Today I set out to create a THM-friendly biscotti recipe. (If you don't know what THM is, check out Gwen's review here and the Trim Healthy Mama book on Amazon.)

I love biscotti. Hard-enough-to-break-a-tooth biscotti. Alas, my recipe turned out delicious but very crumbly.. almost like shortcake, really.
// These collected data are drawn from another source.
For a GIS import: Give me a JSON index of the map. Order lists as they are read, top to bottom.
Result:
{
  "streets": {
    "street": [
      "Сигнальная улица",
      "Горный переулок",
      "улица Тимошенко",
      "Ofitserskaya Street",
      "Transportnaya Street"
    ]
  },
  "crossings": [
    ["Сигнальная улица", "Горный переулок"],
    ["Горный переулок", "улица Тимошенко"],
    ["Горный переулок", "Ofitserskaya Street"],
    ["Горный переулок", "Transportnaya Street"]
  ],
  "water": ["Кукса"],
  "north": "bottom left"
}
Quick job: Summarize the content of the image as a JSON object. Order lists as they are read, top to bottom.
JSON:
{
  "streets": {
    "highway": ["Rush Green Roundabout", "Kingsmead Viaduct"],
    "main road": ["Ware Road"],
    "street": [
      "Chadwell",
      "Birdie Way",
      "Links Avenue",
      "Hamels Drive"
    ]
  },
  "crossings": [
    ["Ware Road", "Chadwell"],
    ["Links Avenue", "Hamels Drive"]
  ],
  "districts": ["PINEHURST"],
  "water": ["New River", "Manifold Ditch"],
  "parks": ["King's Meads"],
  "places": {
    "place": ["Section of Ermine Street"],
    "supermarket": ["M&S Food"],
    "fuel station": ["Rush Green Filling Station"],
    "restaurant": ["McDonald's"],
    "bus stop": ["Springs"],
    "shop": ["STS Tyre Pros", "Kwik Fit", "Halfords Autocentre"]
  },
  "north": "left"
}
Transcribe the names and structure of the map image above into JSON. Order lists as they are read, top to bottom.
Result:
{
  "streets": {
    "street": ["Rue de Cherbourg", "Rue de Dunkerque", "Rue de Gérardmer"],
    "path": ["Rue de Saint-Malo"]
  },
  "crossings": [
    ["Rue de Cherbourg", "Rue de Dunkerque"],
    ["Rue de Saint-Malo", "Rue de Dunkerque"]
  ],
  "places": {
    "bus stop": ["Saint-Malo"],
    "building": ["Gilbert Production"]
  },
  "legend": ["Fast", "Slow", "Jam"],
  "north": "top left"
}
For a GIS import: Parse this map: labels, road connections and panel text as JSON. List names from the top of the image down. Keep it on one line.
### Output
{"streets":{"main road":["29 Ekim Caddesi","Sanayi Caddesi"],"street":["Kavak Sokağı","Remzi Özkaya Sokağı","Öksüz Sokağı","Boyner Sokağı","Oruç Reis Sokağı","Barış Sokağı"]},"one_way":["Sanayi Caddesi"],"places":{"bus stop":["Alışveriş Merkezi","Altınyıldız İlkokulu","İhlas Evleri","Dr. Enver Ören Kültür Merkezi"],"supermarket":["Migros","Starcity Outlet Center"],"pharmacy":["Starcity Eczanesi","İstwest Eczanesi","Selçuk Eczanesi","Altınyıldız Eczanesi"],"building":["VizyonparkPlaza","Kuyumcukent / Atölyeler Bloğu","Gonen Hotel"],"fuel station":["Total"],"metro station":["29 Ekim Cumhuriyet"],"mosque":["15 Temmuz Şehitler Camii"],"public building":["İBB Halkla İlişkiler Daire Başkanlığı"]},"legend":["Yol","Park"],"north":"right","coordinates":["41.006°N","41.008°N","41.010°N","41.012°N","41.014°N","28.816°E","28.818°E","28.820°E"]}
It's not biscotti.. not the rock-hard biscotti I had dreamed of dipping into a cup of espresso tomorrow morning.

Oh well, I still have a plate of delicious S cookies to devour guilt-free over the next few days.



This is a pretty simple almond flour-based recipe. I added orange extract to it for a subtle flavoring, but you can easily leave it out or, if you're more of a purist, sub it for fresh zest from an organic orange. 1/4 cup of chopped dark chocolate would make for a delicious addition to the orange flavor, too. Just play around with it and make it as simple or as complex as you would like!

If you divide the dough into 32 pieces like I did (I like the idea of eating 2-3 small cookies better than eating one big cookie), each cookie has 7.9 grams of fat and 1 gram net carbs. A definite S dessert or snack! If you're not nursing a seemingly insatiable 17-pound-three-month-old like me, you should probably not polish off an entire plate of these cookies. Even a small one is 85 calories. If you want more nutrition info, check below.



Prep a cookie sheet with parchment paper and preheat your oven to 350 F.

To start out, I beat two eggs foamy, about 2-3 minutes.


Add liquid stevia or your choice of sweetener. I used 30 drops of Sweet Leaf liquid stevia and this made the cookies just slightly sweet. If you prefer your cookies more sweet, add 40 drops.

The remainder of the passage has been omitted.